Donn Haven Lathrop © 1995
In 1652, the poet John Milton wrote in his Sonnet XV; On His Blindness,
that "they also serve, who stand and wait." Although she was neither
watch- nor clockmaker, Lucy Amy Miller is included in this series of
vignettes on Women in Horology as one of those who "stood and waited."
She first appeared as a statistic in the 1830 census in Springfield,
Vermont as: F, 15-20; 1, and in the 1840 census, again: F, 20-30; 1.
No name, just a number. Regardless of her early numerical anonymity, we
know that in 1840 she was 22 years old, the daughter of Levi and Lois
(Sherman) Miller of Springfield, born in 1818 in Portland, Maine. Her
mother was a native of Vermont, and her father of Massachusetts. Her
grandfather, James Harrington Miller, in his own turn, had moved to
Vermont in 1798. Very little can be found concerning her life during
the intervening years. The obituary of a daughter noted that she was a
school teacher; the assumption can be made that she probably "fitted
herself as a teacher" in her teens, as did many of the young women of
that era. In 1841, when she was 23, her anonymity disappeared abruptly.

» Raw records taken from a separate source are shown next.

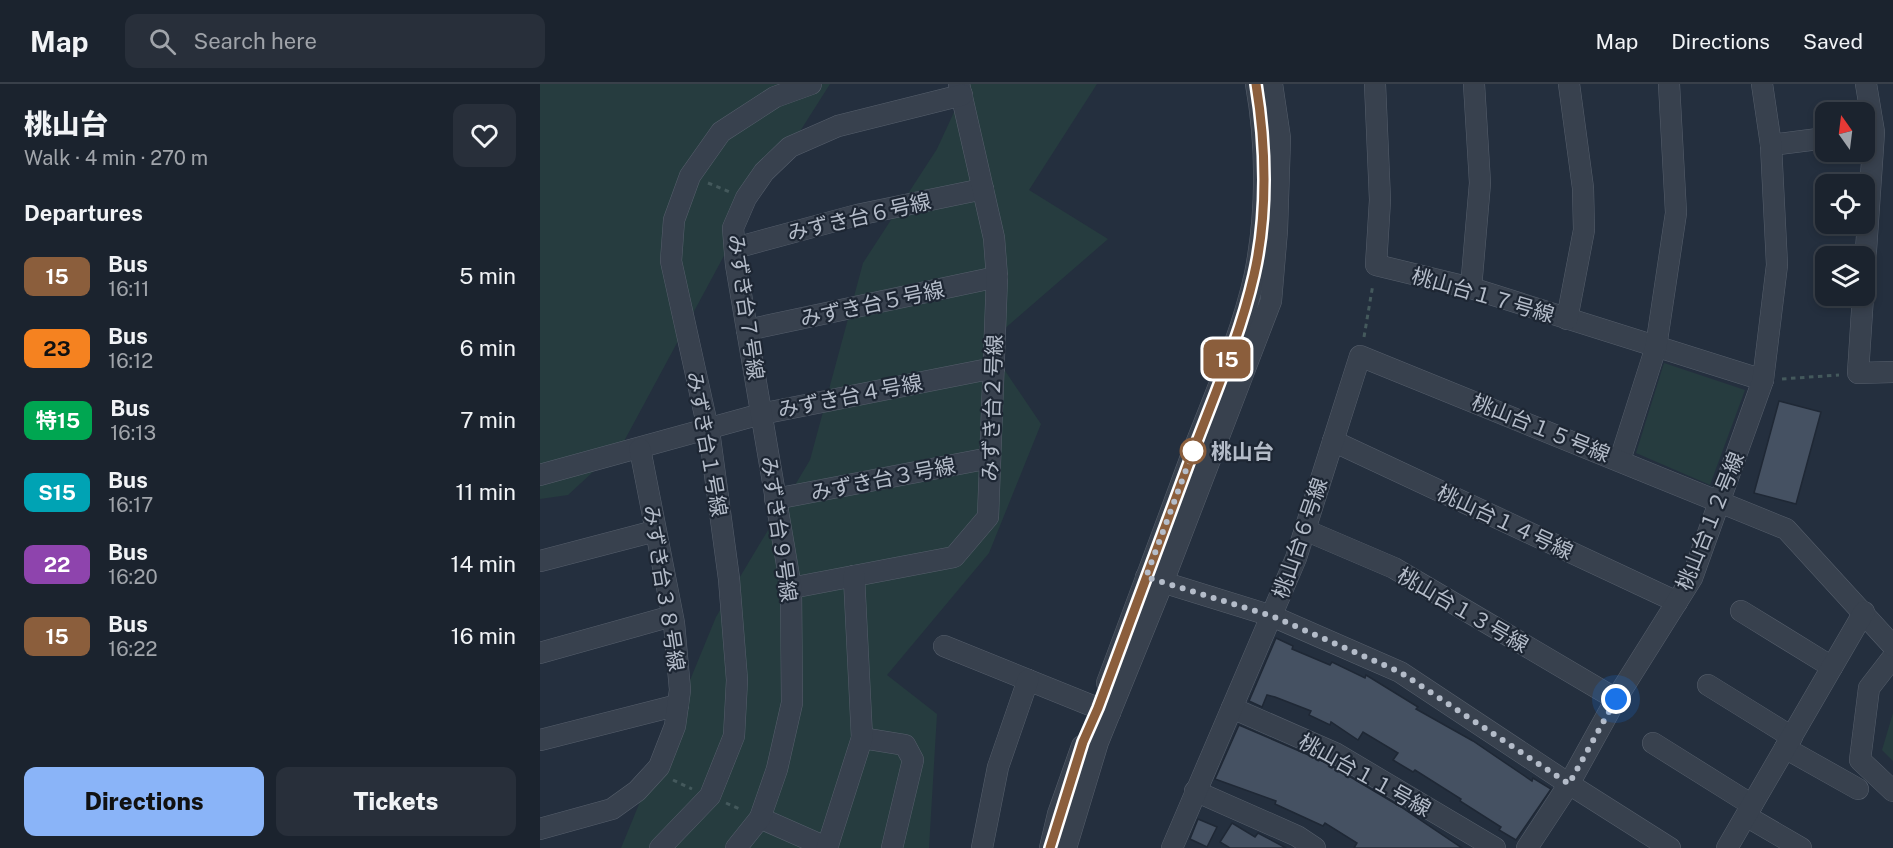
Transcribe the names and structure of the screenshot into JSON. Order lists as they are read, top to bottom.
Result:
{
  "streets": {
    "street": [
      "みずき台６号線",
      "桃山台１７号線",
      "みずき台５号線",
      "みずき台７号線",
      "みずき台４号線",
      "みずき台２号線",
      "桃山台１５号線",
      "みずき台１号線",
      "みずき台３号線",
      "桃山台１２号線",
      "桃山台１４号線",
      "みずき台９号線",
      "桃山台６号線",
      "みずき台３８号線",
      "桃山台１３号線",
      "桃山台１１号線"
    ]
  },
  "crossings": [
    ["みずき台６号線", "みずき台７号線"],
    ["みずき台６号線", "みずき台２号線"],
    ["桃山台１７号線", "桃山台１２号線"],
    ["みずき台５号線", "みずき台７号線"],
    ["みずき台５号線", "みずき台２号線"],
    ["みずき台７号線", "みずき台４号線"],
    ["みずき台７号線", "みずき台２号線"],
    ["みずき台７号線", "みずき台９号線"],
    ["みずき台４号線", "みずき台２号線"],
    ["みずき台４号線", "みずき台１号線"],
    ["みずき台４号線", "みずき台９号線"],
    ["みずき台４号線", "みずき台３８号線"],
    ["みずき台２号線", "みずき台３号線"],
    ["みずき台２号線", "みずき台９号線"],
    ["桃山台１５号線", "桃山台１２号線"],
    ["桃山台１５号線", "桃山台６号線"],
    ["みずき台３号線", "みずき台９号線"],
    ["桃山台１２号線", "桃山台１４号線"],
    ["桃山台１２号線", "桃山台１３号線"],
    ["桃山台１４号線", "桃山台６号線"],
    ["桃山台６号線", "桃山台１３号線"],
    ["桃山台６号線", "桃山台１１号線"]
  ],
  "places": ["桃山台"],
  "lines": ["bus line 15"],
  "north": "top",
  "page": {
    "header": "Map",
    "search": "Search here",
    "nav": ["Map", "Directions", "Saved"],
    "heading": [
      ["桃山台", "Walk · 4 min · 270 m"],
      "Departures"
    ],
    "on_map": "15",
    "list": [
      {
        "mark": "15",
        "name": "Bus",
        "note": "16:11",
        "value": "5 min"
      },
      {
        "mark": "23",
        "name": "Bus",
        "note": "16:12",
        "value": "6 min"
      },
      {
        "mark": "特15",
        "name": "Bus",
        "note": "16:13",
        "value": "7 min"
      },
      {
        "mark": "S15",
        "name": "Bus",
        "note": "16:17",
        "value": "11 min"
      },
      {
        "mark": "22",
        "name": "Bus",
        "note": "16:20",
        "value": "14 min"
      },
      {
        "mark": "15",
        "name": "Bus",
        "note": "16:22",
        "value": "16 min"
      }
    ],
    "buttons": ["Directions", "Tickets"]
  }
}
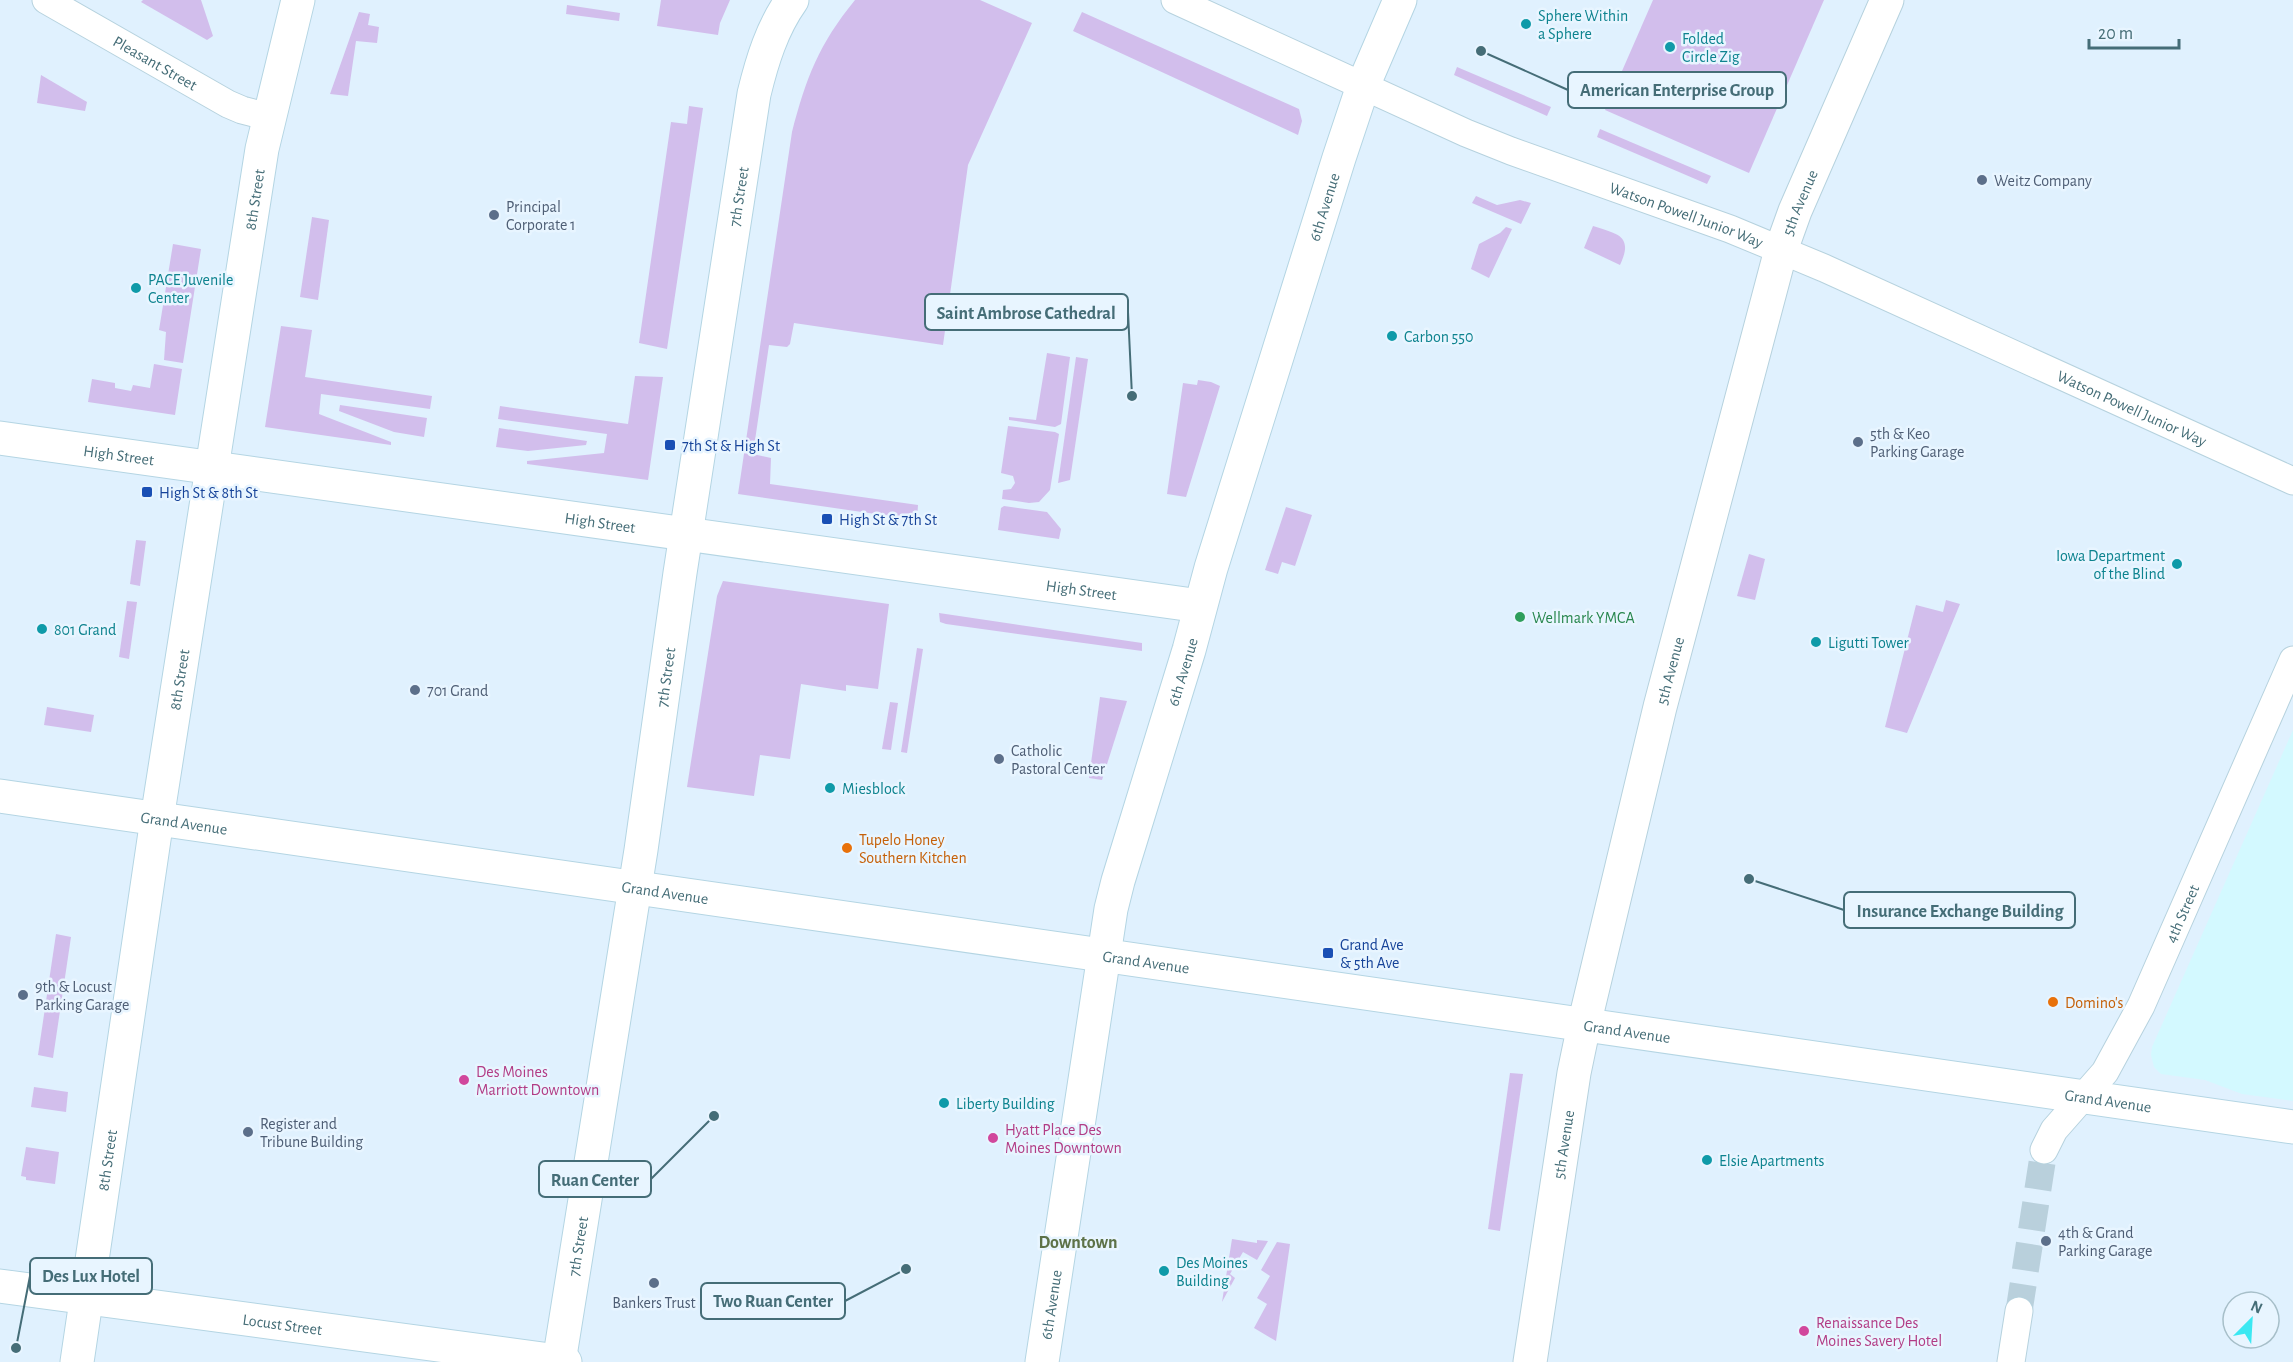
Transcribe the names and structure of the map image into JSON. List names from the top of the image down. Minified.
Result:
{"streets":{"main road":["7th Street","8th Street","5th Avenue","6th Avenue","High Street","Grand Avenue","Locust Street"],"street":["Pleasant Street","Watson Powell Junior Way","4th Street"]},"crossings":[["Pleasant Street","8th Street"],["7th Street","High Street"],["7th Street","Grand Avenue"],["7th Street","Locust Street"],["8th Street","High Street"],["8th Street","Grand Avenue"],["8th Street","Locust Street"],["5th Avenue","Watson Powell Junior Way"],["5th Avenue","Grand Avenue"],["6th Avenue","Watson Powell Junior Way"],["6th Avenue","High Street"],["6th Avenue","Grand Avenue"],["Grand Avenue","4th Street"]],"districts":["Downtown"],"places":{"other":["Sphere Within a Sphere","Folded Circle Zig","American Enterprise Group","Weitz Company","Principal Corporate 1","PACE Juvenile Center","Carbon 550","Saint Ambrose Cathedral","5th & Keo Parking Garage","Iowa Department of the Blind","Wellmark YMCA","801 Grand","Ligutti Tower","701 Grand","Catholic Pastoral Center","Miesblock","Tupelo Honey Southern Kitchen","Insurance Exchange Building","9th & Locust Parking Garage","Domino's","Des Moines Marriott Downtown","Liberty Building","Ruan Center","Register and Tribune Building","Hyatt Place Des Moines Downtown","Elsie Apartments","4th & Grand Parking Garage","Two Ruan Center","Des Moines Building","Bankers Trust","Renaissance Des Moines Savery Hotel","Des Lux Hotel"],"transit":["7th St & High St","High St & 8th St","High St & 7th St","Grand Ave & 5th Ave"]},"scale_bar":"20 m","north":"top right"}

She married a 76 year old man, and bore him five children. Ten years
later she was committed to the asylum in Concord, New Hampshire, from
which, two years later, she was released to the custody of her father,
who had travelled from Wisconsin to take her home. Given the
commonality of the surname, Miller, she was very difficult to track
down, but some parts of her life have been reconstructed.
After moving to Charlestown, New Hampshire, in the early 1780's, an
orphan who had just completed his clockmaker's apprenticeship in
Worcester, Massachusetts, Stephen Hassam had ingratiated himself with
the social establishment in Charlestown through his marriage to
Theodosia Hastings, whose pedigree included three of the families who
had settled early Charlestown. Through 54 years of marriage and five
children, the family prospered financially. Stephen's life in
Charlestown was an expression of his various skills and his achievements
as a clockmaker, builder, and tavern keeper. For some reason, in 1816
he began to spell his surname Hasham. He built, and with his son
Stephen Danforth, ran the Eagle Hotel, a favorite stopping point for
travellers from the south and east who were going to Canada. Regardless
of his success, he had a "Peck's bad boy" attitude in his dealings with
people and the authorities. His wife seemed to be able to tone down
many of his off-the-wall antics, avert the wrath of the conservative
social upper crust in the town, and keep him productively at work.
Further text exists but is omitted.